* _Your objective_
Beginning at the top of the entries below, retype each line exactly until the line containing "2px #62492e) drop-shadow(0" has been written out; include no pictures and no later lines.

# # # # #

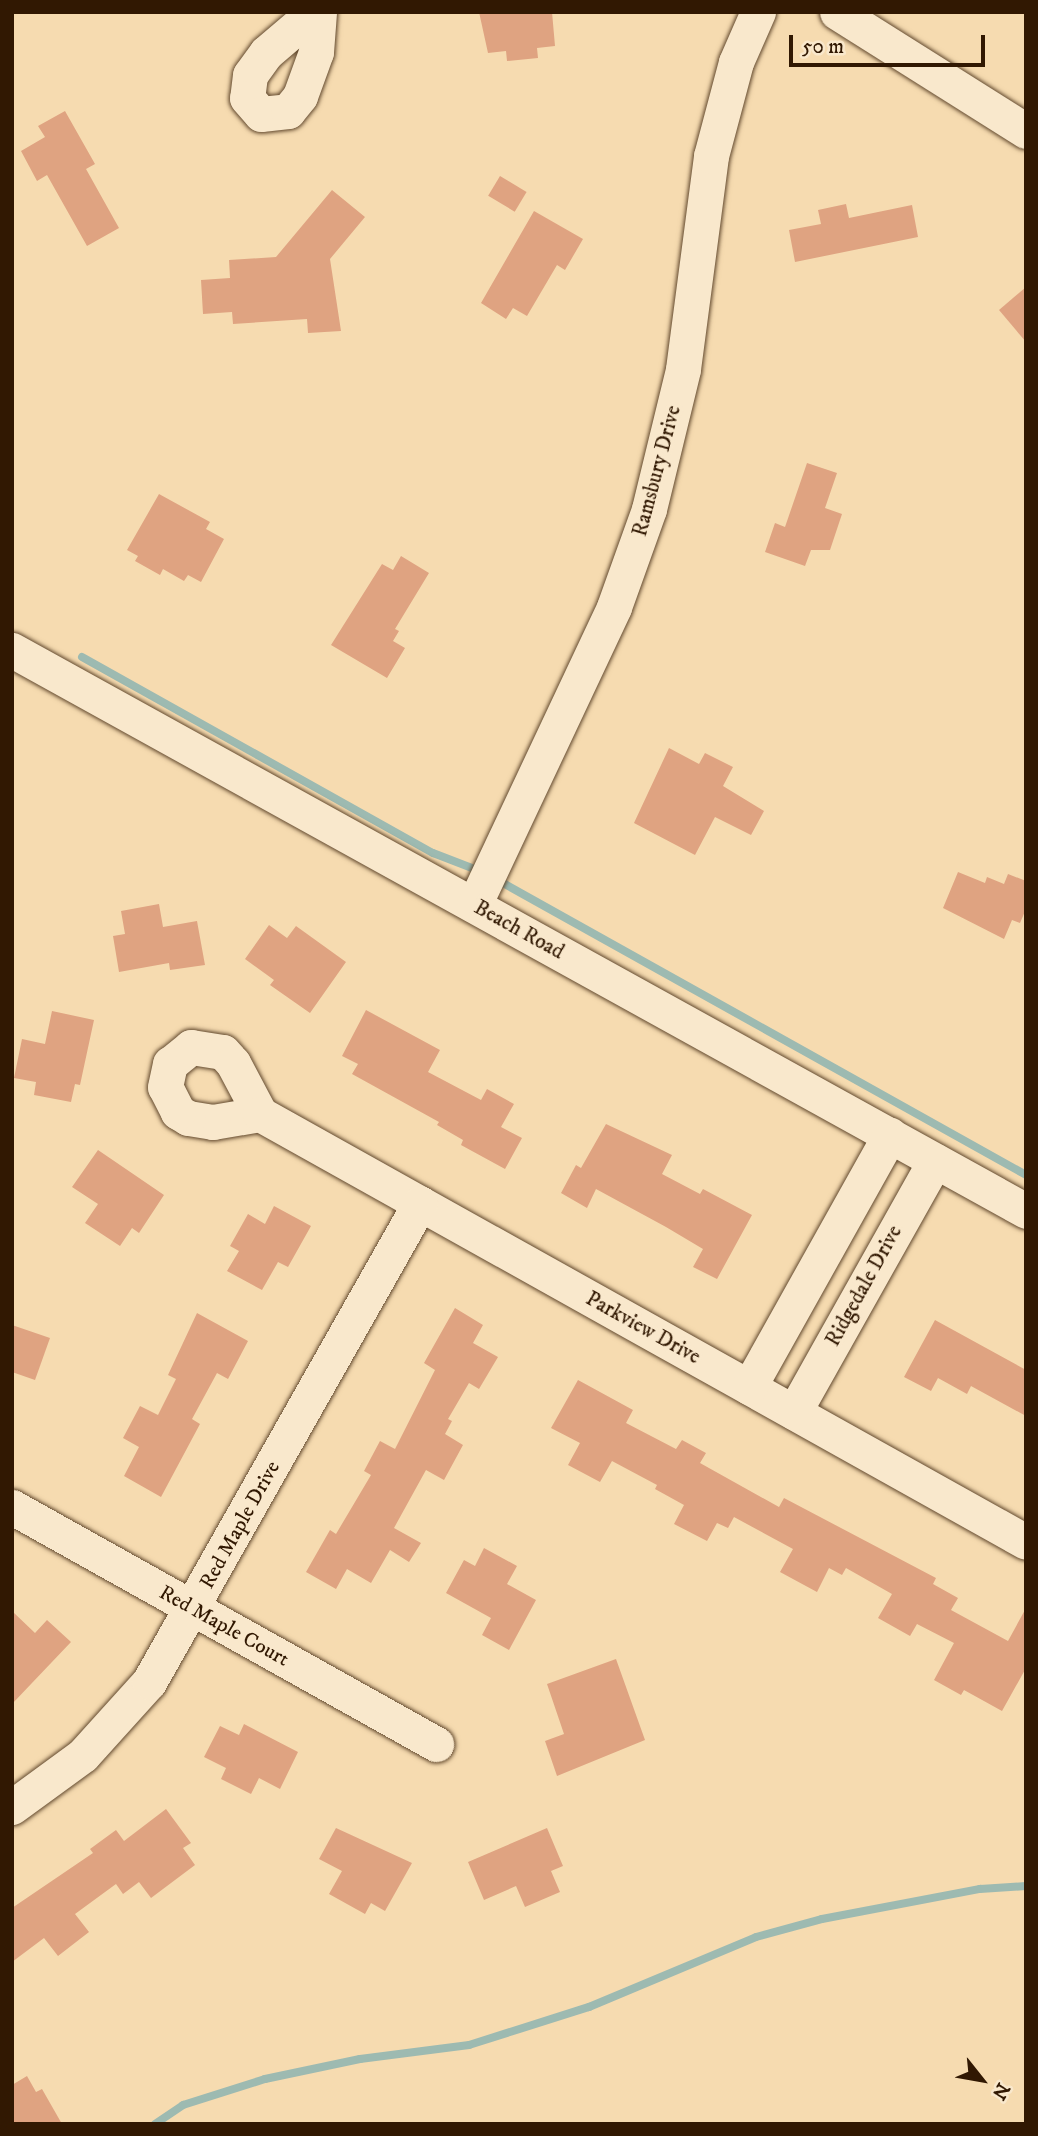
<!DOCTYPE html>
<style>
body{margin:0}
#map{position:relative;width:1038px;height:2136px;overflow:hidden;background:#f6dbb0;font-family:"IM FELL DW Pica",serif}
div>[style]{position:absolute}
.stream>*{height:8px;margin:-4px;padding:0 4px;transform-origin:4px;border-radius:4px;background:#9dbab1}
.building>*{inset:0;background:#dfa381;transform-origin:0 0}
.roads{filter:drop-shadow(0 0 2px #62492e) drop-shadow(0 0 2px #62492e)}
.minor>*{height:35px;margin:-17.5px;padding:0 17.5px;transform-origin:17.5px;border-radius:17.5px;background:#f9e8cc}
span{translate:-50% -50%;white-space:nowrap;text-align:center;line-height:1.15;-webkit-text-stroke:7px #f9e8cc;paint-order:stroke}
.street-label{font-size:21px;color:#311802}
.frame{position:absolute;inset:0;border:14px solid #311802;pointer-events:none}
.north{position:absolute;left:947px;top:2045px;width:70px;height:70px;-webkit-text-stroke:5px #f9e8cc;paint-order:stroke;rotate:121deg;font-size:19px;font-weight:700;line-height:28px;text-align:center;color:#311802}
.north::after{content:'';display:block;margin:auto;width:24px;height:32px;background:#311802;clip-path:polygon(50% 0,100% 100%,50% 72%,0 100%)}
.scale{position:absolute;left:789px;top:35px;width:196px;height:32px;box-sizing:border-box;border:4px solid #311802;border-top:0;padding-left:9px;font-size:21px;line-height:24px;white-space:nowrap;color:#311802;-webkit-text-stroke:5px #f9e8cc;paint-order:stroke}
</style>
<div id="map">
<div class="stream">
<i style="left:82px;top:657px;width:402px;rotate:29.2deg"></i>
<i style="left:433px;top:853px;width:50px;rotate:21deg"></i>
<i style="left:494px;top:878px;width:609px;rotate:29.17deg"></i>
<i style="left:155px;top:2124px;width:34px;rotate:-34deg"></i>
<i style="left:183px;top:2105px;width:86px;rotate:-17.6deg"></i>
<i style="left:265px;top:2079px;width:97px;rotate:-11.9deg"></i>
<i style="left:360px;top:2059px;width:110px;rotate:-7.3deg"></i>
<i style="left:469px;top:2045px;width:126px;rotate:-17.6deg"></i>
<i style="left:589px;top:2007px;width:181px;rotate:-22.7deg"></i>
<i style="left:756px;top:1937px;width:68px;rotate:-15.3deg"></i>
<i style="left:822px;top:1919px;width:161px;rotate:-10.8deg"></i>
<i style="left:980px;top:1889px;width:46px;rotate:-3.7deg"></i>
</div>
<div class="building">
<i style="clip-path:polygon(479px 12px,552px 12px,555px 46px,537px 48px,538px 58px,507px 61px,506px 51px,488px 53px)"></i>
<i style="clip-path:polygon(65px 111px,95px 164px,86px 169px,119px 228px,87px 246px,47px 175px,37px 181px,21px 151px,45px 137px,38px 126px)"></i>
<i style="left:500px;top:176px;width:31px;height:23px;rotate:31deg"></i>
<i style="clip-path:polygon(332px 190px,365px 217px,330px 259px,341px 331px,308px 333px,307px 319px,233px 324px,232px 312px,203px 314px,201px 280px,230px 278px,229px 260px,276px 257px)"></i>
<i style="clip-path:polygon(846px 204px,849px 218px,912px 205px,918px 237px,795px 262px,789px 230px,821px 224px,818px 210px)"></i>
<i style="clip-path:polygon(534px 211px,583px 239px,565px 270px,557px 265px,527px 316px,513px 308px,506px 319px,481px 303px)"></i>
<i style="clip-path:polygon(1026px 287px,1026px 342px,999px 310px)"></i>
<i style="clip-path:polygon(807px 463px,837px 473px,825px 508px,842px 514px,830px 550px,811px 550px,805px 566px,765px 552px,775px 523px,785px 527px)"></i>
<i style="clip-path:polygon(159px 494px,210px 522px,206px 529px,224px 539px,201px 582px,188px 575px,184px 581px,163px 569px,160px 575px,135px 561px,138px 556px,127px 550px)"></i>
<i style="clip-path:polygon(401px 556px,429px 573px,395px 629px,399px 631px,393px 641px,405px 648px,387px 678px,331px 645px,382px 564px,393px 570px)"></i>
<i style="clip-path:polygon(669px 748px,699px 764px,705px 753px,733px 767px,723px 786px,764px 811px,751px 835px,715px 817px,695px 855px,634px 823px)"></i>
<i style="clip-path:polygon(958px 872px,985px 883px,987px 877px,1004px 884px,1008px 874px,1026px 881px,1026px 909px,1020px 923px,1012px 920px,1004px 939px,943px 908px)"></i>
<i style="clip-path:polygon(159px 904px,163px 927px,197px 921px,205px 965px,170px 970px,169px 963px,119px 972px,113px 936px,125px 934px,121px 911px)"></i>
<i style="clip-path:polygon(269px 925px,287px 938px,296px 926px,346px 962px,310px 1013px,270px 985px,274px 980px,245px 959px)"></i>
<i style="clip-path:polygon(366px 1010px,440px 1050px,428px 1072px,481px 1100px,487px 1089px,514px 1104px,501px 1127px,522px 1138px,505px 1169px,461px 1145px,463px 1140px,437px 1125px,439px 1122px,352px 1074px,358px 1064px,342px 1056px)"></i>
<i style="clip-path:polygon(52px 1011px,94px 1020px,80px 1085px,75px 1084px,71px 1102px,34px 1095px,36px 1082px,14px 1078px,22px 1039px,45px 1044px)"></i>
<i style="clip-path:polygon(606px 1124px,672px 1155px,662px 1174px,700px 1194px,703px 1189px,752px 1215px,717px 1279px,693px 1267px,703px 1249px,666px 1227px,596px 1189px,587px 1208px,561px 1193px,576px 1165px,581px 1168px)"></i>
<i style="clip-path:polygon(98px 1150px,164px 1195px,139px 1233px,132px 1228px,120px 1246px,85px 1223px,98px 1204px,72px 1187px)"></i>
<i style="clip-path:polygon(274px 1206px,311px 1226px,288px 1267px,278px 1262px,262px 1290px,227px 1271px,239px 1251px,230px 1246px,248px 1214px,265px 1224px)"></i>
<i style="clip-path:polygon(455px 1308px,483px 1325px,473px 1343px,498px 1357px,479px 1389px,469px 1383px,448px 1419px,452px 1421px,445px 1434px,463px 1445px,444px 1480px,426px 1470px,394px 1528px,421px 1543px,409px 1562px,390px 1550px,371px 1583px,347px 1569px,336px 1589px,306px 1572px,330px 1530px,336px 1534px,371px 1475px,364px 1471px,380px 1441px,395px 1449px,435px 1370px,424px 1363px)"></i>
<i style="clip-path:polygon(197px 1313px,248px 1341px,228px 1379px,217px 1373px,192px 1419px,200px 1424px,161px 1497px,124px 1476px,139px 1447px,123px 1438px,140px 1406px,158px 1415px,176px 1379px,168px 1375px)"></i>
<i style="clip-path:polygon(935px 1320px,1026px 1370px,1026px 1416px,971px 1386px,967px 1394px,938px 1378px,931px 1391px,904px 1377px)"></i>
<i style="clip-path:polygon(12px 1325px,50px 1338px,35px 1380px,12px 1372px)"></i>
<i style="clip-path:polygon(578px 1380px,633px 1410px,626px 1423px,676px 1449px,682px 1440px,706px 1453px,700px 1463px,779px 1507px,784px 1498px,936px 1578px,933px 1584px,958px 1598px,951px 1610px,1008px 1641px,1026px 1608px,1026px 1668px,1002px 1711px,964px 1690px,961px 1695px,934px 1680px,954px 1643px,917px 1624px,910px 1636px,878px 1618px,892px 1594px,846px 1568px,842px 1575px,829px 1568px,817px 1592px,780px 1572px,793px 1549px,734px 1517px,728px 1528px,717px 1523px,707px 1541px,674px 1524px,684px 1505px,655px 1489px,657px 1485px,612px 1461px,600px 1482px,568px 1465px,580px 1443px,551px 1428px)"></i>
<i style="clip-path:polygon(484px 1548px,517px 1566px,507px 1584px,536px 1600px,509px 1650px,482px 1635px,491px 1618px,446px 1593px,464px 1560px,475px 1566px)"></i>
<i style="clip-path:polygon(12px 1611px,35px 1633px,47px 1620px,71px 1642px,12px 1704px)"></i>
<i style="clip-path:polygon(616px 1659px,645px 1740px,557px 1776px,545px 1741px,564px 1734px,547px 1684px)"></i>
<i style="clip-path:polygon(244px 1724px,298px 1752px,280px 1789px,259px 1778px,251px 1794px,221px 1779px,226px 1768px,204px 1757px,220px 1726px,239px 1735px)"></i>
<i style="clip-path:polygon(166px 1809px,191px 1843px,183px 1848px,195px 1865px,151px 1898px,139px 1882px,123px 1894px,116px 1884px,75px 1914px,89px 1932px,58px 1956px,44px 1938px,12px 1962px,12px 1908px,93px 1853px,90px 1849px,116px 1830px,124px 1841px)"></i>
<i style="clip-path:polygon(336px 1828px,412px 1863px,385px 1911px,371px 1903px,365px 1914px,329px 1894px,342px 1871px,319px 1859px)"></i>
<i style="clip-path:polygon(547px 1828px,563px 1866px,551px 1871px,560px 1892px,525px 1907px,516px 1886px,484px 1900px,468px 1862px)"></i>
<i style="clip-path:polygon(27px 2076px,36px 2092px,42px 2089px,62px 2124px,12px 2124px,12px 2085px)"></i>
</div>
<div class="roads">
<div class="minor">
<i style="left:314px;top:12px;width:63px;rotate:139.5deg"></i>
<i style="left:266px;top:53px;width:27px;rotate:126deg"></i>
<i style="left:250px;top:75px;width:23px;rotate:97deg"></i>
<i style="left:247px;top:98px;width:21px;rotate:49deg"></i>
<i style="left:261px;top:114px;width:27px;rotate:-6deg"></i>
<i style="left:288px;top:111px;width:19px;rotate:-51deg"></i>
<i style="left:300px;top:96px;width:47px;rotate:-70deg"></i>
<i style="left:316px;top:52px;width:40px;rotate:-85.7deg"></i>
<i style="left:837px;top:12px;width:223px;rotate:32.2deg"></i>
<i style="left:12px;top:650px;width:1159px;rotate:28.95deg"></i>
<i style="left:474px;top:905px;width:329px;rotate:-64.8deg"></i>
<i style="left:614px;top:607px;width:104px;rotate:-70.3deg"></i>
<i style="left:649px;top:509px;width:144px;rotate:-76.3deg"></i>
<i style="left:683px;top:369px;width:215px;rotate:-82.5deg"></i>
<i style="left:711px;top:156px;width:97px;rotate:-75.1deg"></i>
<i style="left:736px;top:62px;width:55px;rotate:-66.3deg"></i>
<i style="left:260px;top:1114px;width:48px;rotate:170.3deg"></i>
<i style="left:213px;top:1122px;width:25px;rotate:-171deg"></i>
<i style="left:188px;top:1118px;width:12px;rotate:-149deg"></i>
<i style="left:178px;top:1112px;width:28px;rotate:-117deg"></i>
<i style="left:165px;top:1087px;width:24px;rotate:-78deg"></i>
<i style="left:170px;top:1064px;width:27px;rotate:-39deg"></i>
<i style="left:191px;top:1047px;width:32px;rotate:9deg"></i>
<i style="left:223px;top:1052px;width:15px;rotate:48deg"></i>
<i style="left:233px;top:1063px;width:58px;rotate:62.1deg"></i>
<i style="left:260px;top:1114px;width:877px;rotate:29.19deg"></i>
<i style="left:749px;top:1387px;width:289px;rotate:-60.8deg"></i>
<i style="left:794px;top:1412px;width:288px;rotate:-60.7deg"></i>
<i style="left:12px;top:1507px;width:486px;rotate:29.2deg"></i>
<i style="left:12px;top:1807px;width:88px;rotate:-36.2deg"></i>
<i style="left:83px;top:1755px;width:98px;rotate:-47.9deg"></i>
<i style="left:149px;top:1682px;width:550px;rotate:-60.5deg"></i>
</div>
</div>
<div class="street-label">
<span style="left:657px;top:471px;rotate:-75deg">Ramsbury Drive</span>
<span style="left:519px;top:930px;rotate:29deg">Beach Road</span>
<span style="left:864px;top:1286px;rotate:-61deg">Ridgedale Drive</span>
<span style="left:643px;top:1328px;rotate:29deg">Parkview Drive</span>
<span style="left:240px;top:1525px;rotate:-61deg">Red Maple Drive</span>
<span style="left:224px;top:1626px;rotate:29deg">Red Maple Court</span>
</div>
<div class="frame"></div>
<div class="north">N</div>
<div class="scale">50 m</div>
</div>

# # # # #

* _Solution to this task_
<!DOCTYPE html>
<style>
body{margin:0}
#map{position:relative;width:1038px;height:2136px;overflow:hidden;background:#f6dbb0;font-family:"IM FELL DW Pica",serif}
div>[style]{position:absolute}
.stream>*{height:8px;margin:-4px;padding:0 4px;transform-origin:4px;border-radius:4px;background:#9dbab1}
.building>*{inset:0;background:#dfa381;transform-origin:0 0}
.roads{filter:drop-shadow(0 0 2px #62492e) drop-shadow(0 0 2px #62492e)}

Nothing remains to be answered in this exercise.